South Africa’s inflation rate declined to a two-month low, according to data released by Statistics South Africa.

Consumer prices rose by 5.3% year-on-year, down from 5.6% in February. While this decline may initially suggest a positive trend, analysts caution against premature optimism due to various economic factors at play.

The weakening of the South African rand against the dollar, coupled with drought conditions affecting staple crops like white corn and geopolitical tensions in the Middle East leading to rising oil prices, poses significant challenges.

These factors are expected to keep inflation relatively high and stubborn in the coming months, making policymakers hesitant to adjust borrowing costs.

Lesetja Kganyago, Governor of the South African Reserve Bank, reiterated the bank’s cautious stance on inflation pressures.

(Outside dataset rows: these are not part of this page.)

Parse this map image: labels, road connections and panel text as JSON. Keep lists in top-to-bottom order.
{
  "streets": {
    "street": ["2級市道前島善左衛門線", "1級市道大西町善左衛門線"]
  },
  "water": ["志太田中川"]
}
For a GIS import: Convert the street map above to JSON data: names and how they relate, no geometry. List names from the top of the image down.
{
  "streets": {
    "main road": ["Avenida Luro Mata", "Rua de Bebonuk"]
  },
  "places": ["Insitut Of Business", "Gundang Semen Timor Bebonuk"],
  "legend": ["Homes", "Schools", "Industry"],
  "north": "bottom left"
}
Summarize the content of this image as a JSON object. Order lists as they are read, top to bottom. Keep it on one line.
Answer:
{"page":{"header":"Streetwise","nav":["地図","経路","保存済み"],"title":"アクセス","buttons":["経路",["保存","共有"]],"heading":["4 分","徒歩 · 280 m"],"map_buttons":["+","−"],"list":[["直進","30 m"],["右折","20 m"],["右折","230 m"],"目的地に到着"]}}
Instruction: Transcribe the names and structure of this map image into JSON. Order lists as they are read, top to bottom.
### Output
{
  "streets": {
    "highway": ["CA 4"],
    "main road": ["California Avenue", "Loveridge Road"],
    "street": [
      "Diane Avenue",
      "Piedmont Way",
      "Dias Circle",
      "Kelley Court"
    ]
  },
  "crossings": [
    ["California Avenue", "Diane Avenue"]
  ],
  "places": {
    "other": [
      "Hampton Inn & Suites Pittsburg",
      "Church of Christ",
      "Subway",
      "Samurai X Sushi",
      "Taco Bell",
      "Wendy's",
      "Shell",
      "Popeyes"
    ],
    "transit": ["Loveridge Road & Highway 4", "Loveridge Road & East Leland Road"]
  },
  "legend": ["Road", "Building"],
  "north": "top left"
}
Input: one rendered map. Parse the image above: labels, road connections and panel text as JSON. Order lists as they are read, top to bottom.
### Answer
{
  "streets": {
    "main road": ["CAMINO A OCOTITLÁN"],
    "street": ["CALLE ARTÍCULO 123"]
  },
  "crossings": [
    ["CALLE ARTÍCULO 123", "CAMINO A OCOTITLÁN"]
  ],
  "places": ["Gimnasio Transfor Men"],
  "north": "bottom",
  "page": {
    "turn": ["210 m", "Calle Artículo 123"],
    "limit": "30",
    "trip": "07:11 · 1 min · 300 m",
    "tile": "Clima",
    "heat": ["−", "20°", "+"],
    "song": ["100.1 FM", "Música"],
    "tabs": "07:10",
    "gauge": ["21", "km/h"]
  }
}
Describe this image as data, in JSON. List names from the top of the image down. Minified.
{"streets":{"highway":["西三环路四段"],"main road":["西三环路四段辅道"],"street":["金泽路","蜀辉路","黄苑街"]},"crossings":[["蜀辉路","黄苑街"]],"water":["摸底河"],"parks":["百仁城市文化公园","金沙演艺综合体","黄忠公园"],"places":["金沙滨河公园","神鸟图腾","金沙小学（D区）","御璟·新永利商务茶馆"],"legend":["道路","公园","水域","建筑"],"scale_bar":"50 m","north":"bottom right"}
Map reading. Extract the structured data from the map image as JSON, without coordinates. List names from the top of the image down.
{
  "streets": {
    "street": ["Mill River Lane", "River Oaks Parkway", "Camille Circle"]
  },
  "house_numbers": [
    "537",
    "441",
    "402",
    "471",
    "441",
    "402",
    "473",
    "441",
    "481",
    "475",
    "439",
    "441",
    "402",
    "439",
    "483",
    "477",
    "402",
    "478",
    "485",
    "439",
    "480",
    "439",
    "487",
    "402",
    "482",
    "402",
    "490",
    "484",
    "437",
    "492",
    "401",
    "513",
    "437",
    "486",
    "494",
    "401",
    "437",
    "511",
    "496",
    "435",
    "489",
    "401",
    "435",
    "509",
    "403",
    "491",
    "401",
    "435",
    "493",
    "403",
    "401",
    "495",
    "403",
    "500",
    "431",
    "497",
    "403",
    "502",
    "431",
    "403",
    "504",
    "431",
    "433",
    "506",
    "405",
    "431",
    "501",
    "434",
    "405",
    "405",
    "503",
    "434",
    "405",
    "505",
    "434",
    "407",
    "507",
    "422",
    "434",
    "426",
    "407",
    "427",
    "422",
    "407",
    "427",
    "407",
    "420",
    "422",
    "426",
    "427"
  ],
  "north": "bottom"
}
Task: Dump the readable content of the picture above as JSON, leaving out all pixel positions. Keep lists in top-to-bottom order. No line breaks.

Despite the recent easing, inflation has consistently remained above the midpoint of the central bank’s target range of 3-6% since May 2021. Consequently, the bank has maintained the benchmark interest rate at 8.25% for nearly a year, aiming to anchor inflation expectations.

While some traders speculate on potential interest rate hikes, forward-rate agreements indicate a low likelihood of such a move at the upcoming monetary policy committee meeting.

The yield on 10-year bonds also saw a marginal decline following the release of the inflation data.

March’s inflation decline was mainly attributed to lower prices in miscellaneous goods and services, education, health, and housing and utilities.

However, core inflation, which excludes volatile food and energy costs, remained relatively steady at 4.9%.

Overall, South Africa’s inflation trajectory underscores the delicate balance between economic recovery and inflation containment amid ongoing global uncertainties.